» **Raw data**:
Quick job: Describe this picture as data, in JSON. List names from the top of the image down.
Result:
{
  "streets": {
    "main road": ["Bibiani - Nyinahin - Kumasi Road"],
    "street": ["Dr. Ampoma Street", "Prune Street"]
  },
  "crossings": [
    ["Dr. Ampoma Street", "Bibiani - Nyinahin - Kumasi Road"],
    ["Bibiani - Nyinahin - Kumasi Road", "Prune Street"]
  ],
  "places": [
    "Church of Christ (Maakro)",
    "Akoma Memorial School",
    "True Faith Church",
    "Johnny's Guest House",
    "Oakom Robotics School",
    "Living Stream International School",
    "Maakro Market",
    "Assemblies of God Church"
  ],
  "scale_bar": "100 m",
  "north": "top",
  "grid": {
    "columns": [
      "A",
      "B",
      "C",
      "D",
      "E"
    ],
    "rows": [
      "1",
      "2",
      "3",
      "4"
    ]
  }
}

» **What the exercise asks**: An exact reproduction of the data is required. Leave nothing out.

» **Answer to this problem**:
Quick job: Describe this picture as data, in JSON. List names from the top of the image down.
Result:
{
  "streets": {
    "main road": ["Bibiani - Nyinahin - Kumasi Road"],
    "street": ["Dr. Ampoma Street", "Prune Street"]
  },
  "crossings": [
    ["Dr. Ampoma Street", "Bibiani - Nyinahin - Kumasi Road"],
    ["Bibiani - Nyinahin - Kumasi Road", "Prune Street"]
  ],
  "places": [
    "Church of Christ (Maakro)",
    "Akoma Memorial School",
    "True Faith Church",
    "Johnny's Guest House",
    "Oakom Robotics School",
    "Living Stream International School",
    "Maakro Market",
    "Assemblies of God Church"
  ],
  "scale_bar": "100 m",
  "north": "top",
  "grid": {
    "columns": [
      "A",
      "B",
      "C",
      "D",
      "E"
    ],
    "rows": [
      "1",
      "2",
      "3",
      "4"
    ]
  }
}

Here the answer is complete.